• _What you need to do_
Your task is to return the line containing "const box = new Path2D();" and each line after it through the end of the entries, exactly, with no other lines.

*-*-*

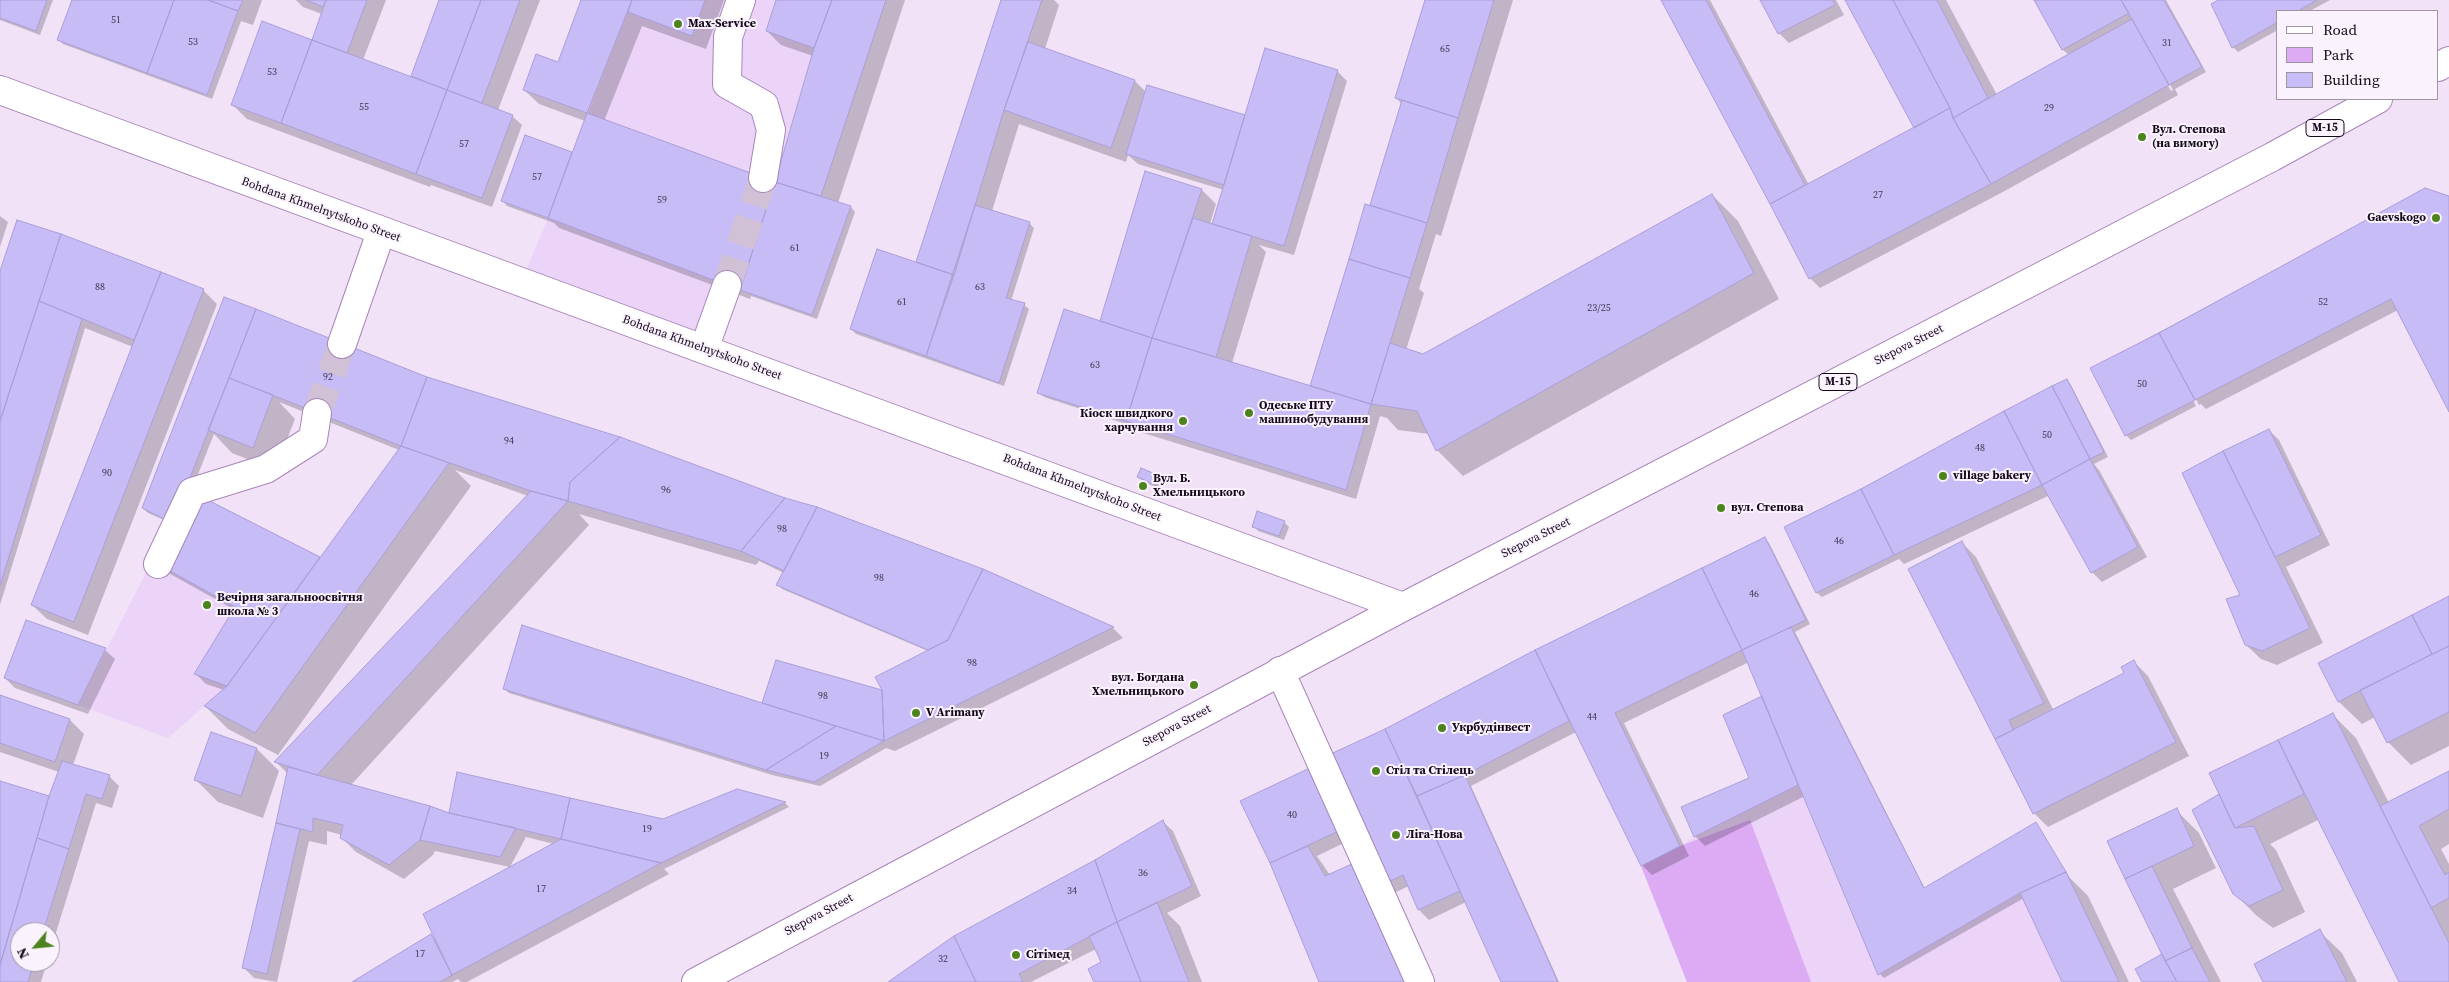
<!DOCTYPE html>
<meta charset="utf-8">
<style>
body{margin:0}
#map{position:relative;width:2449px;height:982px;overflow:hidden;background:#f1e2f8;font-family:"Source Serif 4",serif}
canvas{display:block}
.legend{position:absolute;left:2276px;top:10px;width:162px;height:90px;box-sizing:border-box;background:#faf3fe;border:1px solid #9e95a3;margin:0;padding:6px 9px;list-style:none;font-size:15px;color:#14081a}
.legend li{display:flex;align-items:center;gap:10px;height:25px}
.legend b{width:25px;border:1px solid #9e95a3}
.north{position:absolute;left:10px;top:922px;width:50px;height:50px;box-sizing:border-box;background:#faf3fe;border:1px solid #9e95a3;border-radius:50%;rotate:242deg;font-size:14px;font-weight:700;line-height:20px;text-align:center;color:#14081a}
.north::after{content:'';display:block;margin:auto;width:18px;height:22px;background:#4c831d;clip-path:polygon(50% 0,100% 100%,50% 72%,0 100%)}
</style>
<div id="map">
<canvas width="2449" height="982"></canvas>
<ul class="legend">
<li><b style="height:6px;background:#fff"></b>Road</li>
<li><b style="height:14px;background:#dcabf4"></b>Park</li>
<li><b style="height:14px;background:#c8bcf7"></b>Building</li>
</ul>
<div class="north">N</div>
</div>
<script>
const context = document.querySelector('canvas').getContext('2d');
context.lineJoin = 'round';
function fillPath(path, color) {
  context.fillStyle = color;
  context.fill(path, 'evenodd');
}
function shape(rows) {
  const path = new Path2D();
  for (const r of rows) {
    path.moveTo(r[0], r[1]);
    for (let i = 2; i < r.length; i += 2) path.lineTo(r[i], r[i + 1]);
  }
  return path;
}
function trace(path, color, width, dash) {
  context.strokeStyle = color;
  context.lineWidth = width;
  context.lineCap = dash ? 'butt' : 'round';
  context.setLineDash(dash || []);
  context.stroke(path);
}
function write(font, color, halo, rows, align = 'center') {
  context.font = font + ' "Source Serif 4",serif';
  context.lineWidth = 4;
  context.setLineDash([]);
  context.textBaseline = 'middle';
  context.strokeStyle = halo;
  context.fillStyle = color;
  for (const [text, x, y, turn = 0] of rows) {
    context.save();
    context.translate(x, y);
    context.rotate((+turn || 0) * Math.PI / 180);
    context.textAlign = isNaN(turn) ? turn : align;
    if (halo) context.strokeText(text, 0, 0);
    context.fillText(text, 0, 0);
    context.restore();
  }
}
fillPath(shape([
 [632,0,832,0,814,48,775,182,717,349,522,280,548,218],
 [192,492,320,557,227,686,168,738,78,705,152,561],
 [1798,785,1878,974,2020,893,2062,982,1687,982,1641,866,1680,846,1694,837]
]), '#ecd4f9');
fillPath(shape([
 [1750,820,1811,982,1687,982,1641,866,1680,846]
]), '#dcabf4');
fillPath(shape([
 [0,0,53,0,40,35,0,20],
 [73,0,262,0,253,25,241,21,212,99,63,44,58,39],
 [296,0,386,0,363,60,411,78,440,0,540,0,498,110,512,116,522,125,492,207,431,185,430,187,247,119,232,104,313,41,322,14,303,7],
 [582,0,724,0,706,49,642,26,604,121,775,184,813,56,781,45,767,31,777,0,905,0,838,203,851,207,855,212,817,319,751,296,750,299,559,228,554,223,507,206,503,201,526,137,573,155,585,121,539,104,524,90,559,63],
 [1003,0,1054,0,1059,5,1045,49,1135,81,1146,92,1246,116,1337,71,1347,81,1294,255,1259,245,1266,252,1232,363,1315,389,1374,208,1371,205,1402,104,1396,98,1426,0,1513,0,1441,236,1436,234,1419,289,1424,293,1406,350,1424,356,1712,195,1738,221,1779,299,1463,476,1437,450,1429,434,1398,430,1387,418,1380,416,1356,499,1137,431,1132,426,1044,397,1039,393,1100,322,1202,190,1216,204,1210,224,1213,225,1224,190,1138,164,1128,155,1126,162,1019,124,992,211,1030,224,1034,228,1011,301,1024,305,1029,309,1004,386,856,334,851,329,917,264],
 [1662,0,1710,0,1809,185,1915,128,1847,0,1946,0,1997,95,2069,55,2063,50,2035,0,2166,0,2206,72,2175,89,2178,95,2001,193,1820,288,1810,278],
 [2137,30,2140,30,2173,90,2171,91],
 [1762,0,1836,0,1844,15,1789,43,1779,33],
 [2221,0,2330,0,2310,11,2278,11,2278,30,2238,52,2233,47,2213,4],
 [2425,190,2449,198,2449,410,2398,310,2206,409,2201,404,2199,405,2164,338,2161,338,2196,406,2131,440,2126,435,2092,368],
 [0,216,8,222,0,247],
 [61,235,203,290,217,304,88,635,47,619,32,605,133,347,85,328,0,605,0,275],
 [225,299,427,378,982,570,1113,628,1123,638,895,751,886,748,820,786,772,775,509,693,504,688,763,704,884,692,928,651,782,589,778,584,784,573,759,561,756,565,579,514,589,525,351,785,450,814,663,821,737,790,785,803,789,807,664,869,669,874,467,982,461,982,458,979,452,982,354,982,431,936,437,942,554,844,526,837,510,867,435,851,433,855,404,879,356,852,342,838,342,835,327,831,327,845,309,841,277,982,254,978,244,968,288,774,276,762,528,496,455,470,471,486,278,755,228,729,205,706,224,690,206,684,196,674,235,610,163,570,171,523,148,513,143,508],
 [279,402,399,450,320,559,191,492,214,434,232,453,275,470,295,419],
 [2066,380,2071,385,2108,457,2094,464,2099,470,2147,557,2102,582,2092,572,2050,495,1904,564,1899,559,1822,597,1817,593,1863,490],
 [2269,430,2279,440,2330,545,2286,567,2323,643,2277,665,2261,659,2246,645],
 [1139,477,1159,477,1164,482,1161,489,1143,482],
 [1284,522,1289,527,1284,540,1258,531,1254,526],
 [1764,538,1769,543,1810,624,1795,632,1925,889,2035,824,2070,878,2088,896,2129,982,2064,982,2024,898,1884,978,1880,974,1805,796,1705,846,1695,836,1750,779,1765,702,1749,662,1624,723,1689,856,1652,875,1642,865,1576,732,1471,786,1559,982,1502,982,1466,902,1429,920,1419,910,1409,886,1392,894,1324,759,1386,730,1535,651],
 [1962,543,1976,557,2054,711,2126,674,2134,662,2148,676,2189,756,2048,827,2034,813],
 [2449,597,2449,746,2411,765,2388,742,2375,717,2362,724,2339,702,2320,663],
 [105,650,115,659,88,714,15,688,5,678],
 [0,696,70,720,84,734,73,765,109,776,119,786,112,808,96,803,50,952,50,932,20,932,20,962,47,962,41,982,0,982,0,783,49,797,59,772,0,752],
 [2333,715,2356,738,2389,803,2449,772,2449,844,2441,849,2449,864,2449,982,2400,982,2318,820,2270,844,2276,850,2305,912,2273,928,2257,916,2234,893,2220,795,2210,773],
 [257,749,279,771,263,818,218,802,196,780],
 [1314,768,1352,839,1317,856,1330,875,1320,982,1271,863,1242,801],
 [2176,810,2199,833,2216,868,2173,889,2221,982,2144,982,2165,960,2109,842],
 [1163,822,1173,831,1201,896,1167,913,1180,926,1202,982,1095,982,1102,963,1096,949,1031,982,890,982],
 [2319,931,2342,953,2357,982,2265,982]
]), '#0003');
const building = shape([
 [0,0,47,0,36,31,0,18,0,0],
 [72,0,174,0,147,73,57,40,72,0],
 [174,0,208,0,238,11,207,95,147,73,174,0],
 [208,0,243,0,238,11,208,0],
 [306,0,326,0,323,7,306,0],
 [326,0,367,0,347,53,312,40,326,0],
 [439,0,481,0,447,90,411,76,439,0],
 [481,0,520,0,482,103,447,90,481,0],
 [581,0,632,0,587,113,523,90,536,54,558,62,581,0],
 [632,0,705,0,692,36,628,12,632,0],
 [776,0,832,0,814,48,766,31,776,0],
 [832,0,886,0,821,196,775,182,814,48,832,0],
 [1001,0,1042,0,1004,110,954,275,916,262,1001,0],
 [1425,0,1494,0,1458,118,1395,98,1425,0],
 [1661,0,1706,0,1805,185,1770,204,1661,0],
 [1760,0,1833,0,1835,5,1778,34,1760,0],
 [1845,0,1893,0,1950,108,1914,128,1845,0],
 [1893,0,1937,0,1988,98,1953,118,1950,108,1893,0],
 [2034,0,2121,0,2129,13,2062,50,2034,0],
 [2121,0,2164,0,2202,67,2169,85,2121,0],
 [2218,0,2317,0,2298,11,2278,11,2278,22,2232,48,2211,4,2218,0],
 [2132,19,2169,85,1991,184,1953,118,2132,19],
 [262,21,312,40,281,123,231,105,262,21],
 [312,40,447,90,416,174,281,123,312,40],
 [1028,42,1135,80,1111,148,1004,110,1028,42],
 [1265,48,1338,70,1284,246,1212,224,1265,48],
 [1147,85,1245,115,1224,185,1126,154,1147,85],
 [447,90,513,115,482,198,416,174,447,90],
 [1402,100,1458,118,1427,223,1370,205,1402,100],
 [1950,108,1953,118,1991,184,1809,279,1770,204,1950,108],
 [587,113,775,182,740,290,548,218,587,113],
 [525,135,572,152,548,218,501,201,525,135],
 [1145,171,1202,189,1152,338,1100,321,1145,171],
 [775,182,851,206,812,315,740,290,775,182],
 [2425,188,2449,196,2449,412,2391,299,2195,400,2159,333,2425,188],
 [1712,194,1754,273,1436,451,1417,411,1371,404,1390,343,1423,354,1712,194],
 [1365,204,1427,223,1410,278,1349,259,1365,204],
 [975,205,1030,222,1006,298,1025,303,999,383,926,356,975,205],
 [1193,218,1252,236,1216,357,1152,338,1193,218],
 [17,220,61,234,0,421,0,271,17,220],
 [61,234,161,272,134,340,39,301,61,234],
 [877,249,954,275,926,356,850,329,877,249],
 [1349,259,1410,278,1371,404,1310,386,1349,259],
 [161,272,204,289,74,622,31,605,161,272],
 [224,297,256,309,186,488,170,522,142,508,224,297],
 [39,301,82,319,0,586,0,421,39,301],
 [256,309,427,377,401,446,229,378,256,309],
 [1064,309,1152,338,1126,421,1037,393,1064,309],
 [2159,333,2195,400,2125,436,2090,368,2159,333],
 [1152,338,1371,404,1346,490,1126,421,1152,338],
 [427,377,620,437,570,482,568,501,531,491,401,446,427,377],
 [229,378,273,395,253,448,208,430,229,378],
 [2067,379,2104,452,2090,459,2052,386,2067,379],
 [2052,386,2090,459,2042,485,2004,411,2052,386],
 [2004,411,2042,485,1894,555,1861,489,2004,411],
 [2269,429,2321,535,2275,557,2223,451,2269,429],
 [620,437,785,498,741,551,568,501,570,482,620,437],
 [401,446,449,463,255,733,204,706,227,686,401,446],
 [2223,451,2310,628,2262,651,2245,645,2226,599,2240,595,2182,473,2223,451],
 [2090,459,2138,547,2091,573,2042,485,2090,459],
 [1141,468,1160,476,1156,485,1137,477,1141,468],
 [1861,489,1894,555,1816,593,1784,527,1861,489],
 [531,491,568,501,317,775,274,762,531,491],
 [192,492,320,557,227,686,194,674,235,607,152,561,192,492],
 [785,498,817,507,784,571,741,551,785,498],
 [817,507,983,569,948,640,928,650,776,585,817,507],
 [1257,511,1285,521,1279,536,1252,527,1257,511],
 [1765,537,1806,620,1742,650,1702,568,1765,537],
 [1962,541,2044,703,2009,720,2013,730,1995,739,1908,569,1962,541],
 [1702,568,1742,650,1615,713,1680,846,1641,866,1535,650,1702,568],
 [983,569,1114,627,884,741,882,690,875,677,948,640,983,569],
 [2449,596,2449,646,2432,654,2412,615,2449,596],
 [2412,615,2432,654,2338,702,2318,663,2412,615],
 [26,620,106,648,78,705,4,678,26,620],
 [522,625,762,703,836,726,766,770,503,689,522,625],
 [1791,627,1924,888,2036,822,2066,872,2020,893,1878,975,1742,650,1791,627],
 [2449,646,2449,712,2387,743,2360,690,2449,646],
 [1535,650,1569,721,1465,775,1417,796,1385,729,1535,650],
 [776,660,882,690,884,741,762,703,776,660],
 [2134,660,2176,742,2033,814,1995,739,2124,673,2121,667,2134,660],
 [0,695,70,719,55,762,0,743,0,695],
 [1762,696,1798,785,1694,837,1681,807,1749,778,1723,715,1762,696],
 [2333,713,2449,943,2449,982,2399,982,2278,740,2333,713],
 [836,726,884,741,814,782,766,770,836,726],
 [1385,729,1460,891,1418,910,1403,875,1381,885,1322,758,1385,729],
 [211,732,257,748,241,796,194,780,211,732],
 [2278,740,2304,794,2235,828,2209,773,2278,740],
 [62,761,110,775,102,799,86,794,69,849,37,838,49,796,62,761],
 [1314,766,1343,829,1270,863,1240,801,1314,766],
 [288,767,430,806,420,840,389,865,340,838,343,825,313,818,313,832,276,823,288,767],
 [2449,771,2449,809,2419,826,2445,875,2449,872,2449,898,2431,908,2380,806,2449,771],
 [457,772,570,798,561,839,449,813,457,772],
 [1465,775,1558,982,1501,982,1417,796,1465,775],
 [0,781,49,796,0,965,0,781],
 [737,789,786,802,661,863,561,839,570,798,663,819,737,789],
 [2219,794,2235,828,2254,826,2283,890,2249,906,2233,894,2192,810,2219,794],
 [430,806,449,813,516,828,500,857,420,840,430,806],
 [2177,808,2194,846,2125,879,2107,841,2177,808],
 [1163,820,1192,886,1117,922,1095,860,1163,820],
 [276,823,300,829,267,974,242,968,276,823],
 [37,838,69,849,43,932,20,932,20,962,34,962,28,982,0,982,0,965,37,838],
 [561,839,661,863,452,975,423,914,561,839],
 [1308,846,1325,876,1354,863,1409,982,1319,982,1270,863,1308,846],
 [1095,860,1117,922,1019,974,1023,982,976,982,954,936,1095,860],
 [2152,866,2192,948,2165,961,2125,879,2152,866],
 [2066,872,2119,982,2062,982,2020,893,2066,872],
 [1157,902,1189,982,1141,982,1117,922,1157,902],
 [1117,922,1141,982,1094,982,1088,969,1101,962,1089,936,1117,922],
 [2320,929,2347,982,2263,982,2254,964,2320,929],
 [431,934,452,975,440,982,352,982,431,934],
 [954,936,976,982,888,982,954,936],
 [2192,948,2210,982,2177,982,2165,961,2192,948],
 [2162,954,2177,982,2142,982,2135,969,2162,954]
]);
fillPath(building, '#c8bcf7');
trace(building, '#aa9ed7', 1);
trace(shape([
 [727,285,763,178],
 [317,413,342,344]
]), '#d0c1d7', 28, [28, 14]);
const minor = shape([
 [741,0,728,37,727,84,764,105,771,130,763,178],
 [342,344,381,232],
 [704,349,727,285],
 [158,564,192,492,266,469,313,439,317,413],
 [1280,671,1420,982]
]);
const major = shape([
 [2438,67,2449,61],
 [0,90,1403,607],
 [696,982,1403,607,2272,157,2378,99]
]);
trace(minor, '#a885b9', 30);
trace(major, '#a885b9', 30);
trace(minor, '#fff', 28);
trace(major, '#fff', 28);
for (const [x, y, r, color] of [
 [678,24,5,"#4c831d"],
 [2142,137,5,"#4c831d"],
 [2436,218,5,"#4c831d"],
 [1249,413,5,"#4c831d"],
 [1183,421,5,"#4c831d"],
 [1943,476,5,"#4c831d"],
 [1143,486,5,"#4c831d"],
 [1721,508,5,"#4c831d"],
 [207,605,5,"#4c831d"],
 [1194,685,5,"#4c831d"],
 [916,713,5,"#4c831d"],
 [1442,728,5,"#4c831d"],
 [1376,771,5,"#4c831d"],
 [1396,835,5,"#4c831d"],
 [1016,955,5,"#4c831d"]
]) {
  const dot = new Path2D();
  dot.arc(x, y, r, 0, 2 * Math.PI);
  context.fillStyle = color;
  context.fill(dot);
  trace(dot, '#faf3fe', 2);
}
write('10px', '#413551', null, [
 ["51",116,20],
 ["53",193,42],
 ["31",2167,43],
 ["65",1445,49],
 ["53",272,72],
 ["55",364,107],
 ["29",2049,108],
 ["57",464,144],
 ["57",537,177],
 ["27",1878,195],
 ["59",662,200],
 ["61",795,248],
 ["88",100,287],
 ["63",980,287],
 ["61",902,302],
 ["52",2323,302],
 ["23/25",1599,308],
 ["63",1095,365],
 ["92",328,377],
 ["50",2142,384],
 ["50",2047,435],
 ["94",509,441],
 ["48",1980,448],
 ["90",107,473],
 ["96",666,490],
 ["98",782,529],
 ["46",1839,541],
 ["98",879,578],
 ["46",1754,594],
 ["98",972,663],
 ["98",823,696],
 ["44",1592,717],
 ["19",824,756],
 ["40",1292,815],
 ["19",647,829],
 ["36",1143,873],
 ["17",541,889],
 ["34",1072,891],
 ["17",420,954],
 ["32",943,959]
]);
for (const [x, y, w] of [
 [2325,128,38],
 [1838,382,38]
]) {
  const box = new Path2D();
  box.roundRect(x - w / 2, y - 8.5, w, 17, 4);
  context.fillStyle = '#faf3fe';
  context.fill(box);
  trace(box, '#14081a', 1);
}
write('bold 11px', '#14081a', null, [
 ["М-15",2325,128],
 ["М-15",1838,382]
]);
write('bold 12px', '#14081a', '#faf3fe', [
 ["Max-Service",688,24],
 ["Вул. Степова",2152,130],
 ["(на вимогу)",2152,144],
 ["Gaevskogo",2426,218,"right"],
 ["Одеське ПТУ",1259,406],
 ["машинобудування",1259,420],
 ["Кіоск швидкого",1173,414,"right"],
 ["харчування",1173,428,"right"],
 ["village bakery",1953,476],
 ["Вул. Б.",1153,479],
 ["Хмельницького",1153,493],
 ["вул. Степова",1731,508],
 ["Вечірня загальноосвітня",217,598],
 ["школа № 3",217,612],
 ["вул. Богдана",1184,678,"right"],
 ["Хмельницького",1184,692,"right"],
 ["V Arimany",926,713],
 ["Укрбудінвест",1452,728],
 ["Стіл та Стілець",1386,771],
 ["Ліга-Нова",1406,835],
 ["Сітімед",1026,955]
], 'left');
write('12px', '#14081a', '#faf3fe', [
 ["Bohdana Khmelnytskoho Street",321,210,20],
 ["Stepova Street",1909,345,-27],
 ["Bohdana Khmelnytskoho Street",702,348,20],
 ["Bohdana Khmelnytskoho Street",1082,488,21],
 ["Stepova Street",1536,538,-27],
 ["Stepova Street",1177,726,-28],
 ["Stepova Street",819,915,-28]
]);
</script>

*-*-*

• _Result_
  const box = new Path2D();
  box.roundRect(x - w / 2, y - 8.5, w, 17, 4);
  context.fillStyle = '#faf3fe';
  context.fill(box);
  trace(box, '#14081a', 1);
}
write('bold 11px', '#14081a', null, [
 ["М-15",2325,128],
 ["М-15",1838,382]
]);
write('bold 12px', '#14081a', '#faf3fe', [
 ["Max-Service",688,24],
 ["Вул. Степова",2152,130],
 ["(на вимогу)",2152,144],
 ["Gaevskogo",2426,218,"right"],
 ["Одеське ПТУ",1259,406],
 ["машинобудування",1259,420],
 ["Кіоск швидкого",1173,414,"right"],
 ["харчування",1173,428,"right"],
 ["village bakery",1953,476],
 ["Вул. Б.",1153,479],
 ["Хмельницького",1153,493],
 ["вул. Степова",1731,508],
 ["Вечірня загальноосвітня",217,598],
 ["школа № 3",217,612],
 ["вул. Богдана",1184,678,"right"],
 ["Хмельницького",1184,692,"right"],
 ["V Arimany",926,713],
 ["Укрбудінвест",1452,728],
 ["Стіл та Стілець",1386,771],
 ["Ліга-Нова",1406,835],
 ["Сітімед",1026,955]
], 'left');
write('12px', '#14081a', '#faf3fe', [
 ["Bohdana Khmelnytskoho Street",321,210,20],
 ["Stepova Street",1909,345,-27],
 ["Bohdana Khmelnytskoho Street",702,348,20],
 ["Bohdana Khmelnytskoho Street",1082,488,21],
 ["Stepova Street",1536,538,-27],
 ["Stepova Street",1177,726,-28],
 ["Stepova Street",819,915,-28]
]);
</script>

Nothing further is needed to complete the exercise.